Mesa (main): nir_to_tgsi: Make vec_to_movs avoid unsupported coalescing for 64-bit.

Thu Apr 21 00:02:49 UTC 2022

Module: Mesa
Branch: main
Commit: 02370e22f7841d84a4e6dc74a4f8c45fcf958832
URL:    http://cgit.freedesktop.org/mesa/mesa/commit/?id=02370e22f7841d84a4e6dc74a4f8c45fcf958832

Author: Emma Anholt <emma at anholt.net>
Date:   Wed Apr 13 12:13:51 2022 -0700

nir_to_tgsi: Make vec_to_movs avoid unsupported coalescing for 64-bit.

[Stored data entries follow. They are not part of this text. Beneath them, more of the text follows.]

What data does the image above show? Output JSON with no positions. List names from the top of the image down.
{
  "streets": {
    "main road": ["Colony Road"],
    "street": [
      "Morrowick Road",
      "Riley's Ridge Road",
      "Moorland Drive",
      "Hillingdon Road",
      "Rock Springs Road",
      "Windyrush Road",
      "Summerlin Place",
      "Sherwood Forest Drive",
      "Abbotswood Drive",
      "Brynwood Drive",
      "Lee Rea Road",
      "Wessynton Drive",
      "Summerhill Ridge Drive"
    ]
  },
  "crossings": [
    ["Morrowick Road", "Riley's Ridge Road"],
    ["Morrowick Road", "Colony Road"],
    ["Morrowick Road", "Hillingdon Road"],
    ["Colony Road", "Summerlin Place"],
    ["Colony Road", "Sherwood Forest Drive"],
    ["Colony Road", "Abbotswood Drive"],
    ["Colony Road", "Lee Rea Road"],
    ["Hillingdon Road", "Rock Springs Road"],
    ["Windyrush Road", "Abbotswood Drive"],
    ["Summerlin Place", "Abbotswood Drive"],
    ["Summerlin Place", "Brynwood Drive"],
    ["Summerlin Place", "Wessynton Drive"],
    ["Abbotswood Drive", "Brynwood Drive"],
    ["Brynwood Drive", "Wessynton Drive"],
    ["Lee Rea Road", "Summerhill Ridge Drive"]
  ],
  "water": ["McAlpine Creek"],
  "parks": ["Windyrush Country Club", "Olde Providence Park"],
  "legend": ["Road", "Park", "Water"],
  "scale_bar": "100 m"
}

I had some workarounds in ALU op emits trying to fix up when we were asked
to store to unsupported channels when the ALU op had 64bit srcs (so only
vec2 supported) but a 32-bit dest with a >vec2 writemask.

Those workarounds had some bugs breaking 64-bit uniform initializer tests
on virgl, and also set up too wide of a writemask such that they triggered
assertion failures on nvc0.  We can avoid the need for those workarounds
at emit time by just having nir_lower_vec_to_movs not generate unsupported
writemasks in the first place.

Reviewed-by: Gert Wollny <gert.wollny at collabora.com>
Part-of: <https://gitlab.freedesktop.org/mesa/mesa/-/merge_requests/15934>

---

 src/gallium/auxiliary/nir/nir_to_tgsi.c | 88 ++++++++++++++++++---------------
 1 file changed, 49 insertions(+), 39 deletions(-)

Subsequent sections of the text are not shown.